Exemplos - Numa sala de 8.ª série (9.º
ano do ensino fundamental), a professora de geografia pediu que os alunos
lessem um texto sobre o Fórum Social Mundial e escrevessem sobre o tema. Em
outra escola, a docente de ciências desistiu de levar os alunos da 5.ª série
(6.º ano) ao jardim interno da escola, apesar da recomendação do material
didático. Alegou que dava muito trabalho retirar 47 alunos da sala.
Há
casos, é claro, de professores que se esforçam bastante, explica a pesquisadora,
mas mesmo assim não conseguem abordar o tema de forma que instigue os alunos. E
o motivo não é o desinteresse prévio dos estudantes, mas o tipo de abordagem.
"A
criança e o adolescente são muito interessados, mas querem atividades que façam
sentido", afirma Claudia. Na pesquisa, ela narra o caso de uma aluna que
levou um caranguejo morto à aula de ciências. A partir do inusitado, a
professora decidiu falar sobre os crustáceos e recebeu total audiência da sala.
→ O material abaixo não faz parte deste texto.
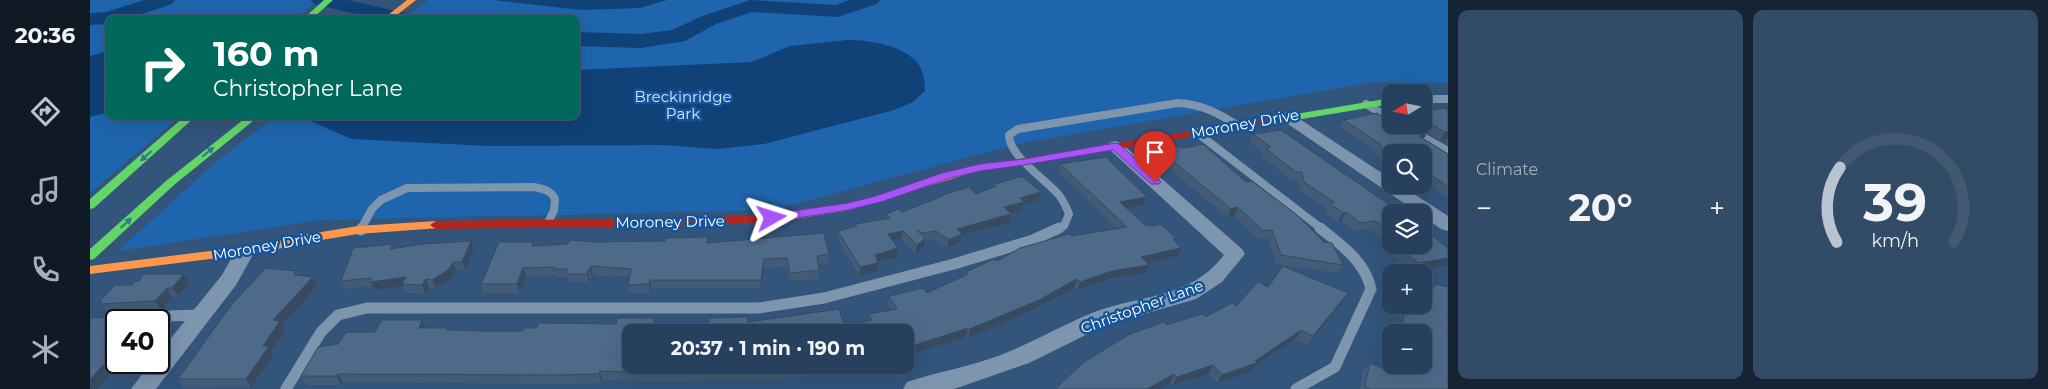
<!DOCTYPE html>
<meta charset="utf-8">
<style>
:root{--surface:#26405d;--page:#324b66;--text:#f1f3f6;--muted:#a4afbc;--line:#425972;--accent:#b8c4d1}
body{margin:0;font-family:Montserrat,sans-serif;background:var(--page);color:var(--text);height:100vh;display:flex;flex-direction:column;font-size:19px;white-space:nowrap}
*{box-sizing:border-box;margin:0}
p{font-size:16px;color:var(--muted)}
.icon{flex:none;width:28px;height:28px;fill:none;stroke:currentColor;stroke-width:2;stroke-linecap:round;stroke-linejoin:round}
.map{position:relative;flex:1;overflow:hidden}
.side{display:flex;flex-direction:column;gap:10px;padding:10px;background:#152333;width:600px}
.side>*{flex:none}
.guide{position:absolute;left:15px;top:15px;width:475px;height:105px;border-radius:10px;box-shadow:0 5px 20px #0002,0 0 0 1px var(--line);background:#00695c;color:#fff;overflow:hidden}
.needle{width:32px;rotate:260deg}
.controls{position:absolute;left:1292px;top:84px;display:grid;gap:10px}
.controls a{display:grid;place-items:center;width:50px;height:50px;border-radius:10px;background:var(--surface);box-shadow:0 5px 20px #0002,0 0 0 1px var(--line);font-size:25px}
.speed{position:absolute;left:15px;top:309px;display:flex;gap:10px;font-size:25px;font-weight:700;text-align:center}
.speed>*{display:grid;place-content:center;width:65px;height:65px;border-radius:50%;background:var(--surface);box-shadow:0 5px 20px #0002,0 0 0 1px var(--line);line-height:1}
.speed .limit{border:2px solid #111;border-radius:8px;background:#fff;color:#111}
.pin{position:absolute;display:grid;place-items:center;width:42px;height:42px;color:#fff;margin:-51px -21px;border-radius:50% 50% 50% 0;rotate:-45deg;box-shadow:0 0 5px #0007}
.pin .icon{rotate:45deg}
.me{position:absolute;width:55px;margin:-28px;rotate:84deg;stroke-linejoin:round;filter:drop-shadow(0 0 4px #0008)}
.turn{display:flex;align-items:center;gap:18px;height:105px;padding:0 25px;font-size:22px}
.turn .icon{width:65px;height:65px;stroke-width:2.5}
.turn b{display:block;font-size:35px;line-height:42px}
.big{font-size:38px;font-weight:700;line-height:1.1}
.side .widget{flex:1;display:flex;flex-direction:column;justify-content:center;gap:8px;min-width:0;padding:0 18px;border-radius:10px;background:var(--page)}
.side .dial{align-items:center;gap:0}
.dial svg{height:130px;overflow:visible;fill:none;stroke:var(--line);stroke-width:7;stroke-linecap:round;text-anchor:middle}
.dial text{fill:var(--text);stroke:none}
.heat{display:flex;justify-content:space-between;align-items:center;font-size:28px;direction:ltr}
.side .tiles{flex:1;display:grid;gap:10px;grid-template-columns:repeat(2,1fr)}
.trip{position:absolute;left:532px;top:324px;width:292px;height:50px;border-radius:10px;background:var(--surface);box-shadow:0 5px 20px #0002,0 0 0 1px var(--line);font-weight:700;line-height:50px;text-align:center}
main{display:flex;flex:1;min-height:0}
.dock{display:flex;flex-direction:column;width:90px;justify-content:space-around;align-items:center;background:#0f1a25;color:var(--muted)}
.dock .icon{width:35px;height:35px}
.dock .on{color:var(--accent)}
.dock b{font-size:22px;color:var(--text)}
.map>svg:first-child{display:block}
.green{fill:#1f65ad}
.water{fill:#104177}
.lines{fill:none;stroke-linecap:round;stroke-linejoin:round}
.river{fill:#104177;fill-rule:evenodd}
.lane-far1{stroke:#7e95ae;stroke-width:8}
.lane{stroke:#7e95ae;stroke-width:11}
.street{fill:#7e95ae;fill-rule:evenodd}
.fast{fill:#63d668;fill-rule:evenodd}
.slow{fill:#ff974d;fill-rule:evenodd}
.jam{fill:#b3261e;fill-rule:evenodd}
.wall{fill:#435b76}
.shaded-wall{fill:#374a60}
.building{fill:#4e6a89;stroke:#374a60}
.oneway{fill:#2c7b8c}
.route{fill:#a855f7;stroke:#6d37a1}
.labels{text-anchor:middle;stroke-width:5;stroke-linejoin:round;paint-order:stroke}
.park-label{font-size:15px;fill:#d1e7fd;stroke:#14549b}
.street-label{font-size:15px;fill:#fff;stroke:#14549b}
</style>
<main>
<nav class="dock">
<b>20:36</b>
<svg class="icon on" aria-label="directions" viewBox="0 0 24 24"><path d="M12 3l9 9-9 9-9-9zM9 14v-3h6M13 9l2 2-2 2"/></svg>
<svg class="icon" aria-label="music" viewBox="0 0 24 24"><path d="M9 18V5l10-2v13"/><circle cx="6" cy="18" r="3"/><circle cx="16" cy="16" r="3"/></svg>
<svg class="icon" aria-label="phone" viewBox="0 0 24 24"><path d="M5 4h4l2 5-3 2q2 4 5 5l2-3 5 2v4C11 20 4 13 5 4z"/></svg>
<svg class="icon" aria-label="climate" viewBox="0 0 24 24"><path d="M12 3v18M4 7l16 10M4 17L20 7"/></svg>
</nav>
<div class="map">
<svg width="1358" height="389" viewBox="0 0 1358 389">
<rect width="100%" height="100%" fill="#33557c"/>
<!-- green -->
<path class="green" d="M0,0h228l-22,19h-187v97h71l-90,77z
M338,0h1020v83l-75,-1 -356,62 -244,66 -451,10 -204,31 98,-89 60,-46h300v-97h-173z"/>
<!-- water -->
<path class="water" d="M403,0h174l-27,8 -58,2z
M758,40c21,0 52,5 68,21 7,9 9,19 9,30l-12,11 -19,8 -130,34 -47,5 -53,-4 -176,1 -137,-7 -52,-23h277v-46l176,-8 38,-16z
M19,51v61l-19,5v-61z"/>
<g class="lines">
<!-- river -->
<path class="river" d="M54,0h31l-3,4 -45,15h-18v5l-19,1v-12l16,-1z
M221,0h37l65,15 3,4h-39l-63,-15z
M660,0l86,5 14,-5h30l-3,4 -39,13 -86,-5 -36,12 -31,17 -44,7 -65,-2v-14l65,2 31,-4 30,-14z"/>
<!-- lane-far1 -->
<path class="lane-far1" d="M1276,104l25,15
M1312,125l46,26
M1106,132l126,97
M271,229l11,-20 9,-9 26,-12 127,-1c9,2 17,3 21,12l-1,11 -6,13
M967,229l7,-3 5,-12c-3,-7 -6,-15 -11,-20 -14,-16 -49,-38 -49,-59l9,-6 160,-26c23,1 40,10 59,22"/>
<!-- lane -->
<path class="lane" d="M271,230l1,-2
M42,317l69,-2
M196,389l35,-57 17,-17 29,-7h392l65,-10 130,-34 79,-24 26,-12
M1206,389l39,-22 36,-78c-6,-28 -30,-44 -51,-61"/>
<!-- street -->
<path class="street" d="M1334,95h24v8h-24z
M1197,112l5,2 99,65v6h9l48,31v15l-7,-2 -17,-12v-5h-7l-135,-92 -3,-3 3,-3z
M1025,141l6,2 121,106 3,5 -23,28 -26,17 -90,26 -77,38 -69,24 -7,2h-50l4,-7c30,-10 61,-15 91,-26 32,-12 62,-30 94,-43 48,-19 97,-13 132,-58l-115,-106 -2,-3 2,-3z
M155,245l7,1 3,5 -19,34 -80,104h-25l20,-27h8v-9l63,-78 16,-29z"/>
<!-- fast -->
<path class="fast" d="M234,0h9l-21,19h-9z
M1301,98v6l-107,18 -5,-3 5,-3z
M95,116h11l-102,92 -4,1v-10z
M158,116h11l-85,69 -80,74 -4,1v-11l76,-68z"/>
<!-- slow -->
<path class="slow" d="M317,0h9l-24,19h-9z
M880,167l5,3 -1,2 -124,38 -73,12 -15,1 -6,-4 6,-4c34,-3 69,-6 102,-15 36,-10 70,-25 106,-33z
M346,221l4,1 2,3 -2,3 -82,6 -61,10 -31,8 -176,22v-8l176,-22 31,-8 61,-10z"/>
<!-- jam -->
<path class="jam" d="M1194,116l5,3 -2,2 -317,52 -5,-3 5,-3z
M672,215l6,4 -2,3 -83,4 -247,3 -6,-4 6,-4 247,-3z"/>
</g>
<!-- wall -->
<path class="wall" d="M1354,108l4,30 -8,2 -26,-15h10v-14z
M1254,120l80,19 24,15v44l-24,-16v-30h-33v12l-17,-11 1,-2 -35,-24z
M1163,134l138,78v33h33l24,20 -35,6 -19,-14 4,-6 -27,-22 -16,2 -14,-10 -3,1 -13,-10 2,-3 -27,-19 -3,-10h-5l-31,-24 2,-4 -14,-10z
M1066,147l187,118 -5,8 -62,-9 -8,-26 -10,1 -24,-23 -7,1 -74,-62z
M970,164l87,33 -4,8 -16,3 18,17 31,13 -2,2 3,16 -30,7 -1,10 -38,6 -31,11 -3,-2 -37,20 -69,30 -2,-1 -335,28h235l-15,4 -47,5v2l-40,4 -1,-2 -101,4 -60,-2 -1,3 -44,1 -214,-2 -2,3h-35l-5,-9 37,-32 37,-12 47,-12 3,8 24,2 37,1h37l132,-7 30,4 25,-1 38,-5 96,4 24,-5 1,-7 22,-4 -3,-6 1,-8 38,-3 37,-17 2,-4 106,-36 45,-7 -59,-57z
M905,184l44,16 -16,5 -1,5 -12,3 -1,10 -47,12 -2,7 -13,6 -12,-9 -11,2 -1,6 -7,7 -15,-15 -8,2 5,7 -1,9 -19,5 -1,9 -18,5 -21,-37v-8l16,-4 1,-3 31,-6v-4l16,-2 39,-15 1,-2 34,-1 18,-7z
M618,237v6l121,11 -1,9 -10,1 1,6 -1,9 -28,2 -3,-15 -23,2 -3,20h-110l-1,5h-21l-1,-8 1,-8 -36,-2 -1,3 -3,-1v5h-20l-1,-5h-12l-1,-2 -29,1 -6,17h-37l-2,-9 53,-38 34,-2 27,-2 70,-1z
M304,248l80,1 -9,21h-9l-5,9 -16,9h-6l-4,6 -19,-1 -3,-7 -28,4 -2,-4 -28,3 -4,-8z
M206,271l3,5 14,1 4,9 -35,39 3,5 -14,21 3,4 -23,32 -67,1 -6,-9z
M94,274l6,9 -12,13 -6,1 -11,13 -54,2 -8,-10 40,-21z
M1345,284l13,105h-88l3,-18 7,-8 16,7 3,-12 2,-4v11h33v-33h-29l4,-16 7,-9 15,6 8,-21z
M1178,287l80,6 -6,9 -34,43 -12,-6 -40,26 -4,7 -35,11 -9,-9 -35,11 -3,-2 -4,-58 39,-8 31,-11z"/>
<!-- shaded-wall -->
<path class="shaded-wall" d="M1358,131v7l-8,2 5,-8z
M1336,135l-5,8 -2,-7z
M951,192l-2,8 -16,5 -1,5 -20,5 2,-8 16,-9z
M1057,197l-4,8 -26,5 3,-8z
M1148,207l-4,9 -7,1 4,-8z
M1256,212l-5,9 -3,1 5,-9z
M921,214l-2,9 -47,12 -2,7 -13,6 2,-8 8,-11z
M813,231l-2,8 -14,3 1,-8z
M835,239l-2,8 -7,7 1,-9z
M381,241l3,8 -9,21 -3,-8z
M808,248l-1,9 -23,6 1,-8z
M1091,248l-4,8 -39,9 3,-8z
M1358,256v9l-35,6 6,-8z
M674,259v9l-3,20v-8z
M363,262l3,8 -5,9 -16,9 -3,-8z
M788,263l-1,8 -18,5 1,-9z
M1059,265l-3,8 -38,6 -31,11 3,-8 32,-11z
M501,266l2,9 -1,3 -2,-9z
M433,268l3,8 -6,17 -3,-9z
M498,269l1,8v5l-2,-8z
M94,274l6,9 -12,13 -6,-8z
M223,277l4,9 -35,39 3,5 -14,21 3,4 -23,32 -5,-8 17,-33 10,-26z
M316,277l-4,7 1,2 -28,4 -4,-8z
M336,279l3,9 -4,6 -3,-9z
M987,279l-3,9 -37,20 -69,30 2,-9z
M560,280l1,8 -1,5 -1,-9z
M77,288l5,9 -11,13 -6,-9z
M1258,293l-6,9 -34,43 5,-9z
M332,320l4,9 -7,-1z
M878,328l-2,9 -60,19v-8z
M1211,330l-5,9 -40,26 -4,7 -35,11 5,-8 33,-14z
M26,351v11h4l-23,27h-7v-9z
M761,365h15l-15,4z
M1123,365l-5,9 -35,11 4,-8z
M510,371l2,9 -1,3 -2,-9z
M248,374l5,8 -2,3 -4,-9z
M1084,374l-4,9 -12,6h-11z"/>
<!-- building -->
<path class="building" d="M1354,108l4,2v21l-3,1 -21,-12v-9z
M1287,113l6,4h8v8h17l18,10 -7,1 29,18v32l-24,-15v-19l-33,1 -12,-8 1,-1 -36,-24z
M1191,130l119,82h-9v21l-15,-12 -16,2 -14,-11 -3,1 -13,-9 4,-2 -30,-20 -2,-10h-6l-31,-24 6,-1 -18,-13z
M1083,144l9,4 8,-1 13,-3 43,38 6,-1 45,34 27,27 8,1 11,22 -62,-10 -9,-25 -9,1 -25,-24 -7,2 -75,-62z
M1016,157l41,40 -27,5 25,23 7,1 8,-2 16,14 -3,1 8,9 -40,9 8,8 -37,6 -32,11 -3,-3 -38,21 -69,29 -2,-1 -59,19 -3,1v-16h-275v33h176h-3v3l-40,4 -1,-2 -102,3 -61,-2 -1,3 -45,1 -216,-1 -1,2h-36l17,-29 20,-3 8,-12h29l7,-12h40l-3,8h29l-1,2 39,1h37v-3h13l3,-5 77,1 1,-6h38l-1,6h31v4l25,-1 -1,-9 38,-1 1,5 91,-13 5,17 28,-6 -3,-6 28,-5 -8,-13 34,-8 4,5 41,-19 -2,-2 28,-13 3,2 23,-13 49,-14 3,2 55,-9 -67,-63z
M932,176l19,16 -21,6 4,4 -20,5 7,7 -54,15 5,5 -13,6 -13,-9 -14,2 -5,-3 8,9 -8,6 -14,-14 -15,3 10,14 -23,7 3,8 -18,4 -22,-36 19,-5 -2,-2 35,-6 -4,-4 13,-5 3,3 41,-16 -1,-1 27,-8 7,7 20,-8 -1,-2z
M1334,229l24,19v10l-29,5 -19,-14 9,-2 -2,-2h17z
M734,233l5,21 -12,2 2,14 -29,3 -3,-15 -23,1 -3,21h-111l-1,4 -21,1 3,-16 -40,-3 -1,3h-2l-1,5h-20v-5h-13v-2l-31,1 -6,16h-36l18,-42h34l-1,4 36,-2 2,-4 25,2 70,-1v-3l43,-1 -1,6z
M381,241l-9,21h-9l-5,8 -16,10 -6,-1 -4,6 -20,-1 4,-7 -35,5v-4l-30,3 12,-33 40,-4 -3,5 33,-5z
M1193,266l65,27 -35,43 -12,-6 -46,31 2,2 -35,12 -9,-10 -36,12 -3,-3 -27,15h-92l29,-27 46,-28 34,-12 2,3 36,-11 3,3 27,-14 4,3 22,-24 10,5z
M176,268l30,3 -2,4 19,2 -40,43 7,1 -17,25h6l-23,33h-68l54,-75z
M54,274h40l-12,14h-5l-12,13 -55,3 2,-2h-3l16,-17h17l3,-4h4z
M1345,284l13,3v102h-78l-5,-3 5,-23 21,9 2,-7h31v-33h-14l1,-5 -9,-4 4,-16 18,7z
M51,316l-3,4h6h-28v31l-26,29v-62z"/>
<!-- one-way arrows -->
<defs><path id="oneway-solid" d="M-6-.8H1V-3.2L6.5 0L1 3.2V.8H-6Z" transform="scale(1.25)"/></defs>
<g class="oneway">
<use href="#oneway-solid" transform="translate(118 152) rotate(-39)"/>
<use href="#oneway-solid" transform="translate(56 156) rotate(139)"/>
<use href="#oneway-solid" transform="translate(36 223) rotate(-42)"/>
</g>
<!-- route -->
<path class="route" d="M1025,143l4,1 40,36 2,2 -2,2h-8l-38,-34 -89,15 -44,6 -30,7 -66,23 -36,9 -76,12 -6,-4 6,-4 76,-11 28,-7 66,-23 38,-9 44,-5z"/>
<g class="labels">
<!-- park labels -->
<g class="park-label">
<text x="593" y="102">Breckinridge<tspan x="593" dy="17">Park</tspan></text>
</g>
<!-- street labels -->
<g class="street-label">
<text transform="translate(1155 124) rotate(-10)" y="5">Moroney Drive</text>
<text transform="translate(580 222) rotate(-1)" y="5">Moroney Drive</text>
<text transform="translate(177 246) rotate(-10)" y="5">Moroney Drive</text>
<text transform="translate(1052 307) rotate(-20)" y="5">Christopher Lane</text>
</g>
</g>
</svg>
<div class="controls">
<a><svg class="needle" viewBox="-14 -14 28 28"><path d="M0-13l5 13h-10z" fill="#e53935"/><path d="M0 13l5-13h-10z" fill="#a4afbc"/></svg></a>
<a><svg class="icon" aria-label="search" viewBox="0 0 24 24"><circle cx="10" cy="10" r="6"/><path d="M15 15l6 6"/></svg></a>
<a><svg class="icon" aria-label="layers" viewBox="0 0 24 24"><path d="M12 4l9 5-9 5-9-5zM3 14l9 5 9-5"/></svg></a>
<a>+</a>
<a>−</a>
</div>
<div class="speed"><div class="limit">40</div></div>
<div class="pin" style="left:1065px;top:182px;background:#d93025"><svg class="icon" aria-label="arrive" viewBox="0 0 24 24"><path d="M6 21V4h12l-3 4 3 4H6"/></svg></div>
<svg class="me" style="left:682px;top:218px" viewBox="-20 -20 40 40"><path d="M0-17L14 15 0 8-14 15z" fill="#a855f7" stroke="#fff" stroke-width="4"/></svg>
<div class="trip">20:37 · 1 min · 190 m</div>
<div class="guide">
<div class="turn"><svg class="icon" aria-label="right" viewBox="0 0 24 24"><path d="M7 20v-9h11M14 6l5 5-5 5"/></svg><div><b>160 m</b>Christopher Lane</div></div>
</div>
</div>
<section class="side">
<div class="tiles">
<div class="widget"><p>Climate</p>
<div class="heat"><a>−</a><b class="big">20°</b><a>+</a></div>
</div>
<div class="widget dial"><svg viewBox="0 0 100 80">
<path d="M14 69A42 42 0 1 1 86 69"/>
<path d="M14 69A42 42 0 0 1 16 23" stroke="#b8c4d1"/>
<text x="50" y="56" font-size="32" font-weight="700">39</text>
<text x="50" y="72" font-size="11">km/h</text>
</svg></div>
</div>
</section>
</main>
Infraestrutura - O caso aponta a um
outro problema frequente: a carência de laboratórios e de biblioteca com acervo
diversificado. Sem esse aparato, dizem os professores, eles acabam por tratar o
conteúdo de forma teórica e em salas superlotadas, que chegam a abrigar 50
alunos.
Para
mudar isso, diz a educadora, é preciso, antes de tudo, que os órgãos
governamentais capacitem os professores e produzam os materiais pedagógicos
tendo em vista as sugestões desses profissionais que vivem o dia a dia da sala
de aula.
Em
segundo lugar, é preciso garantir que o tema perpasse o conteúdo de todas as
disciplinas, conforme prevê a lei. "O diretor e o coordenador pedagógico
não podem ignorar o tema. Eles precisam se responsabilizar em incluí-lo no
planejamento anual", afirma.
Por
último, o aluno deve ser convidado para essa conversa, para que isso faça
sentida na vida dele. O indicado é que a equipe administrativa e de
professores, com a participação dos estudantes, faça uma sondagem de
situações-problemas, de necessidades e de interesses específicos daquela
comunidade escolar no que se refere ao temas ambientais. A partir daí, é
natural que os desafios se traduzam em ações conscientes.
"Em
uma das escolas que visitei, um pai me disse: "Meu filho aprendeu na aula
e me ensinou como economizar energia no banho". É isso. Quando faz
benfeito, a escola afeta a comunidade, contamina todo mundo", conclui a
pesquisadora.
Tratar o assunto de modo correto é difícil, mas não impossível
Análise: Celinha Nascimento
coordenadora de Educação Ambiental da Comunidade Educativa CEDAC.
Apesar de o
tema estar na moda, não se faz ainda educação ambiental em escola. E uma razão
simples pode dar uma primeira pista: o que pertence a todo mundo pode não
pertencer a ninguém. Os professores e as próprias instituições têm muita dificuldade
em trabalhar os temas transversais, que perpassam todas as disciplinas.
Meio
ambiente, ética, mundo do trabalho, sexualidade pertencem a todos os
professores e é necessário um movimento bastante coeso entre os educadores para
que essas áreas sejam, de fato, trabalhadas no ambiente escolar. Opta-se, na
maioria dos casos, por falar do assunto em datas comemorativas - como o Dia do
Meio Ambiente, do Índio ou da Árvore -, ou por meio de iniciativas muito
pontuais, como a famosa horta ou a coleta de lixo. Quando o tema ganha as salas
de aula, faz-se apenas o que já está estabelecido, como a produção de
artesanato com material reciclável nas aulas de artes.
Educação
ambiental é muito mais que isso. E, para início de conversa, é preciso ter
paciência e disposição para reflexões profundas. Mas isso acontece raramente.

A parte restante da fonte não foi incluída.